On June 20, 2025, our security team identified a vulnerability related to a doodle image displayed on our homepage. This doodle image contained a link that triggered malicious code through an API call, resulting in an unexpected pop-up for some users when they visited our homepage....
- CoinMarketCap (@CoinMarketCap) June 21, 2025
Changpeng Zhao, former CEO of Binance, commented on the attack on CoinMarketCap stating that 39 users were affected and lost a total of $18,570. Zhao warned that these incidents highlight a growing risk posed by fraudsters exploiting trusted crypto platforms.
"Avoid linking wallets to unknown dApps and check your wallet activity regularly to stay safe," Zhao advised users, urging them to remain vigilant.

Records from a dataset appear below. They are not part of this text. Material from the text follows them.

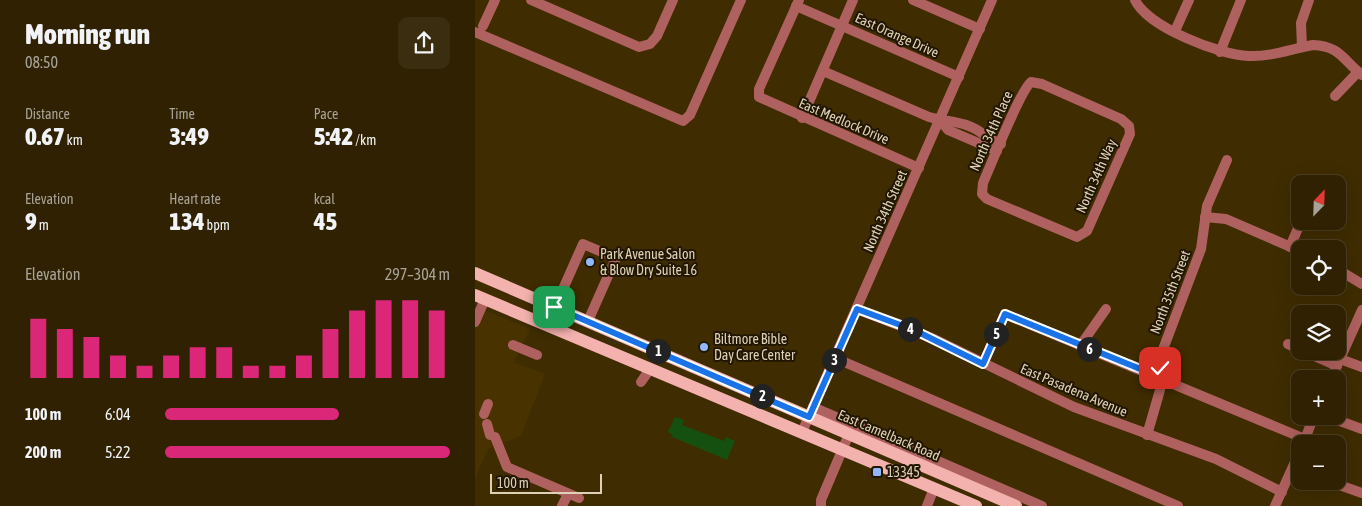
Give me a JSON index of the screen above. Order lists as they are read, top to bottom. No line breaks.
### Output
{"streets":{"main road":["East Camelback Road"],"street":["East Orange Drive","East Medlock Drive","North 34th Place","North 34th Way","North 34th Street","North 35th Street","East Pasadena Avenue"]},"crossings":[["East Orange Drive","East Medlock Drive"],["East Orange Drive","North 34th Street"],["East Medlock Drive","North 34th Street"],["North 34th Place","North 34th Way"],["North 34th Street","East Pasadena Avenue"],["North 34th Street","East Camelback Road"],["North 35th Street","East Pasadena Avenue"]],"places":{"other":["Park Avenue Salon & Blow Dry Suite 16","Biltmore Bible Day Care Center"],"transit":["13345"]},"scale_bar":"100 m","north":"top right","page":{"heading":["Morning run","08:50"],"stats":[["Distance","0.67 km"],["Time","3:49"],["Pace","5:42 /km"],["Elevation","9 m"],["Heart rate","134 bpm"],["kcal","45"]],"map_buttons":["+","−"],"chart":["Elevation","297–304 m"],"pins":["4","5","6","1","3","2"],"list":[{"name":"100 m","note":"6:04"},{"name":"200 m","note":"5:22"}],"scale":"100 m"}}
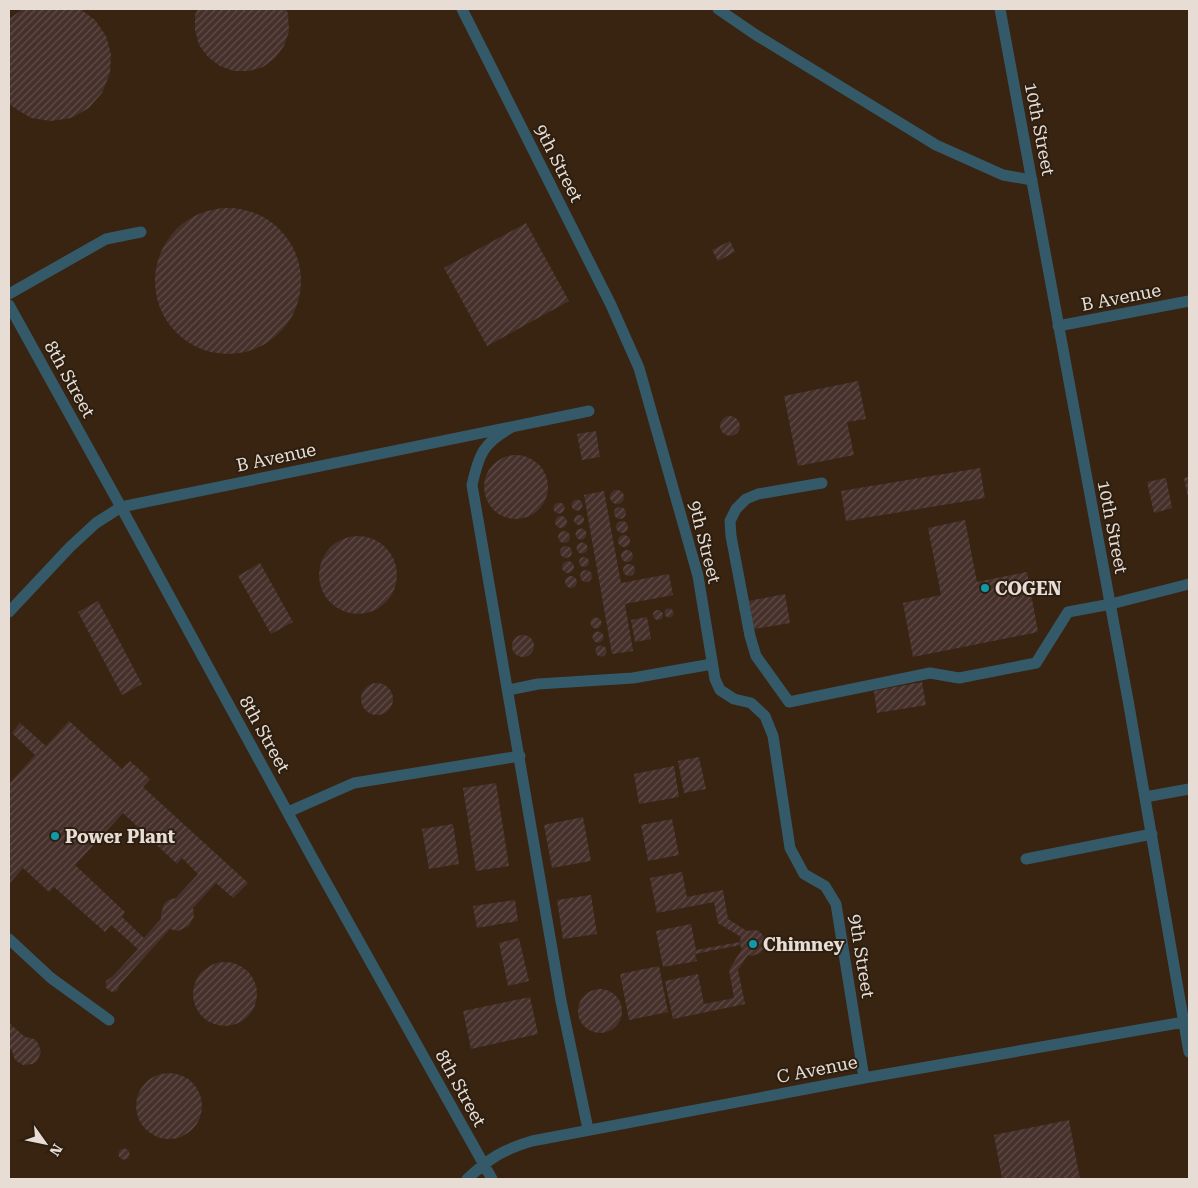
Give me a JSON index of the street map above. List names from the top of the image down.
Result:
{
  "streets": {
    "lane": [
      "10th Street",
      "9th Street",
      "B Avenue",
      "8th Street",
      "C Avenue"
    ]
  },
  "crossings": [
    ["10th Street", "B Avenue"],
    ["10th Street", "C Avenue"],
    ["9th Street", "C Avenue"],
    ["B Avenue", "8th Street"],
    ["8th Street", "C Avenue"]
  ],
  "places": ["COGEN", "Power Plant", "Chimney"],
  "north": "bottom right"
}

2 days ago CMC, now CT. Hackers are targeting information web sites now. Be careful when authorising wallet connect.
- CZ 🔶 BNB (@cz_binance) June 23, 2025
For CMC, based on initial on-chain analysis, there are 39 victims with a combined loss of $18,570. @CoinMarketCap will cover all losses. https://t.co/egkekyjAYQ
Both platforms are working to strengthen ad-related security systems and prevent similar attacks in the future, while investigations continue.